The butler protested, but Stephen pushed right past him. “Josephine. Josie!”
“Good Lord!” A tall woman with dark hair and Josie’s green eyes swept into the foyer, her dark skirts swirling after her. “Are you mad? Barton, call for a footman to escort Lord Westman out.”
Ignoring the cold reception, Stephen bowed. “Mrs. Hale, a pleasure.”
“I wish I could say the same. Now, get out of my house, you useless philanderer.”
Well, he supposed he deserved that one.
“Speaking of your daughter,” he said. “Is she home?”
“As though I would allow you to speak to her.”
“God’s breath, what is all this noise?” Joseph Hale hobbled down the stairs, his walk stiff and jerky.
Westman made another sweep. “I have come for your daughter’s hand.”
Both parents frowned at him, and he added, “In marriage.”
“Too late!” Josie’s mother said, waving her arms. “Too late.”

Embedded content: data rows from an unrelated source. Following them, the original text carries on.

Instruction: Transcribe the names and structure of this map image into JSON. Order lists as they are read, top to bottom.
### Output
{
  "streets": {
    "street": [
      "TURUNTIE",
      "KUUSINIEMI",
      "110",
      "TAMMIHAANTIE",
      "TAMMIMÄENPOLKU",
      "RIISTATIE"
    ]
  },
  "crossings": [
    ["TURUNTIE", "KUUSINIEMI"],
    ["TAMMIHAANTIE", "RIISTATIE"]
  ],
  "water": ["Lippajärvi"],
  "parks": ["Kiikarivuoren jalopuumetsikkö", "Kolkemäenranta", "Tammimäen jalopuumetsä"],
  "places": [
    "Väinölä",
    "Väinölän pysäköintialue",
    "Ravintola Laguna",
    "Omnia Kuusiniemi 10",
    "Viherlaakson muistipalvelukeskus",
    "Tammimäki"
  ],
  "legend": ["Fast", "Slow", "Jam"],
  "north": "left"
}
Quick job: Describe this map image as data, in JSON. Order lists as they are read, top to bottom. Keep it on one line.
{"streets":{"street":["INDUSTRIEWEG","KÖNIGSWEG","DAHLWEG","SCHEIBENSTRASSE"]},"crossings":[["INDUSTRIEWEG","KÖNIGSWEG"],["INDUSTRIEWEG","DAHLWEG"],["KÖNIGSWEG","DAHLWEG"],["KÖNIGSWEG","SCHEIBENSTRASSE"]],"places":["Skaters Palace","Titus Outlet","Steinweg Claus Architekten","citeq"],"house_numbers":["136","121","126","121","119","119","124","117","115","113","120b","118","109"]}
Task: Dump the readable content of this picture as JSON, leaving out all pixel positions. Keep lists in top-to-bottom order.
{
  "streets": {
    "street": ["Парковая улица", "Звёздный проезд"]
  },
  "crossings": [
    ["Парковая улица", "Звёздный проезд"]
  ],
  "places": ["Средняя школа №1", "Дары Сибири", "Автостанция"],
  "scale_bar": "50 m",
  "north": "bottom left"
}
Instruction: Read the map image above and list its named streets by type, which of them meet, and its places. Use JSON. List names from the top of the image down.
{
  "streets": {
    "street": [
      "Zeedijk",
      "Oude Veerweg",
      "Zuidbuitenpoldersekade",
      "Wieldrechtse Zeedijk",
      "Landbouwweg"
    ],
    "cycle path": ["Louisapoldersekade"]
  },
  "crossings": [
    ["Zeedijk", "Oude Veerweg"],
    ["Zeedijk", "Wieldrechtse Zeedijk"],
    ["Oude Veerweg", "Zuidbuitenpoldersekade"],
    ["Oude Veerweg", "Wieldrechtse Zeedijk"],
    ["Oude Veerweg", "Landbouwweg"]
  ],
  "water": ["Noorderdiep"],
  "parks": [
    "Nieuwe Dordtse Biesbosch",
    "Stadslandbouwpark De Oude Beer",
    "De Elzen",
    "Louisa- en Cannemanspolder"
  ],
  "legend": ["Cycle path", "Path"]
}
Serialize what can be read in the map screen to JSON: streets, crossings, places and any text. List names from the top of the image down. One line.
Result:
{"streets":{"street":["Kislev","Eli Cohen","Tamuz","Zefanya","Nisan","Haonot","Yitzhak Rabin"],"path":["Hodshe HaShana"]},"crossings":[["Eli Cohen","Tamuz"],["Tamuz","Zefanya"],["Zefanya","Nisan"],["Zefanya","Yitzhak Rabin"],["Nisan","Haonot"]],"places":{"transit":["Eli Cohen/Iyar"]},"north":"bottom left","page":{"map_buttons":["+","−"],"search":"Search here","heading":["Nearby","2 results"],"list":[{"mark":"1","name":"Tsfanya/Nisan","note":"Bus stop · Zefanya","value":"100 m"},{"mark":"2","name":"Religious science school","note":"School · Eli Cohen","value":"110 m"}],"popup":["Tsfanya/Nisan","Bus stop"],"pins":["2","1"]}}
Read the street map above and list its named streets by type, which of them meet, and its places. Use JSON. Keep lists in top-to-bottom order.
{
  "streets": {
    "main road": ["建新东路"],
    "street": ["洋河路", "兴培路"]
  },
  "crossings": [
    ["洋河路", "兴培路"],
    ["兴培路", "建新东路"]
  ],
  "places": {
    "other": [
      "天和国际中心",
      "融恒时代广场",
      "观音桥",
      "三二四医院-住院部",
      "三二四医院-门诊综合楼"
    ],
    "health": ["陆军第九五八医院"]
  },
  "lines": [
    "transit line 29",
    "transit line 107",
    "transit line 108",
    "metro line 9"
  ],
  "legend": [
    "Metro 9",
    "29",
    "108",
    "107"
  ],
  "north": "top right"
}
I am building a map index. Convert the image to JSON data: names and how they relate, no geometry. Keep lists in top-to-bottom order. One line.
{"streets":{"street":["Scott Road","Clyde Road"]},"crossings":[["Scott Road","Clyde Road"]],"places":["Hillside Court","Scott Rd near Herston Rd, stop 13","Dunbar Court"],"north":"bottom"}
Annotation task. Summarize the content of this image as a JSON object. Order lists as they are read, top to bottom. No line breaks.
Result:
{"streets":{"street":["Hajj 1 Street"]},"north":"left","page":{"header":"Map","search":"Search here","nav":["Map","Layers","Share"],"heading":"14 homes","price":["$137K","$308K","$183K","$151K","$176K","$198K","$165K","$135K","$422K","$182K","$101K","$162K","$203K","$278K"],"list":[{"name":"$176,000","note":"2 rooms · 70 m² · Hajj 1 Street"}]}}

Stephen swore his heart stopped for a moment, and he felt all the blood drain from his heart to pool at his feet. “What do you mean, ‘too late’?” He said the words slowly, carefully. But inside it was a fight to keep calm, to stop himself from sprinting up the stairs and tearing the house apart searching for her.
“She’s already engaged.”
Stephen breathed again. Not much, but a tiny bubble of oxygen forced its way into his paralyzed lungs.
Engaged. Not married.
She was still his.
“To Lord Crutchkins,” her father declared. “His lordship has made her an offer, and my daughter has accepted.”
Stephen laughed. He couldn’t help it. Josie with that old codger. Josie with that elderly, weasel-faced peer, who couldn’t even walk without the help of a cane? A day with Josie and the man would expire from heart palpitations.
Mrs. Hale snapped her fingers at him. “You laugh, sir?” She snapped again. “Pray, what do you find so amusing? After all, were it not for you, my daughter would not be in this humiliating position.”
“Then allow me to do all I can to get her out of it,” Stephen said. “I am here to claim your daughter’s hand in marriage.”
“Ridiculous,” Mrs. Hale spat. “You cannot marry her. You’re a rake, a libertine.”
Stephen felt the blow but allowed it to glance off him.
“Your family is penniless, a step away from debtor’s prison.”
He shook his head. “Madam,” he warned.
“Added to that, everyone knows the Doubledays are liars.”
Stephen clenched his fists and held back his temper.
“There is nothing you can say that will persuade me to allow you—the enemy of my own good, decent family—to marry my daughter.”
Stephen forced a thin smile. “Am I to assume, then, that you would prefer it if I did not call you mother?”
“Oh!” She threw her hands up. “Get out! Get out of this house! Get—”
But Stephen wasn’t listening to her anymore. A shimmer of pale ivory had caught his eye, and he looked up the stairs to see a slim figure in a long white gown standing at the top.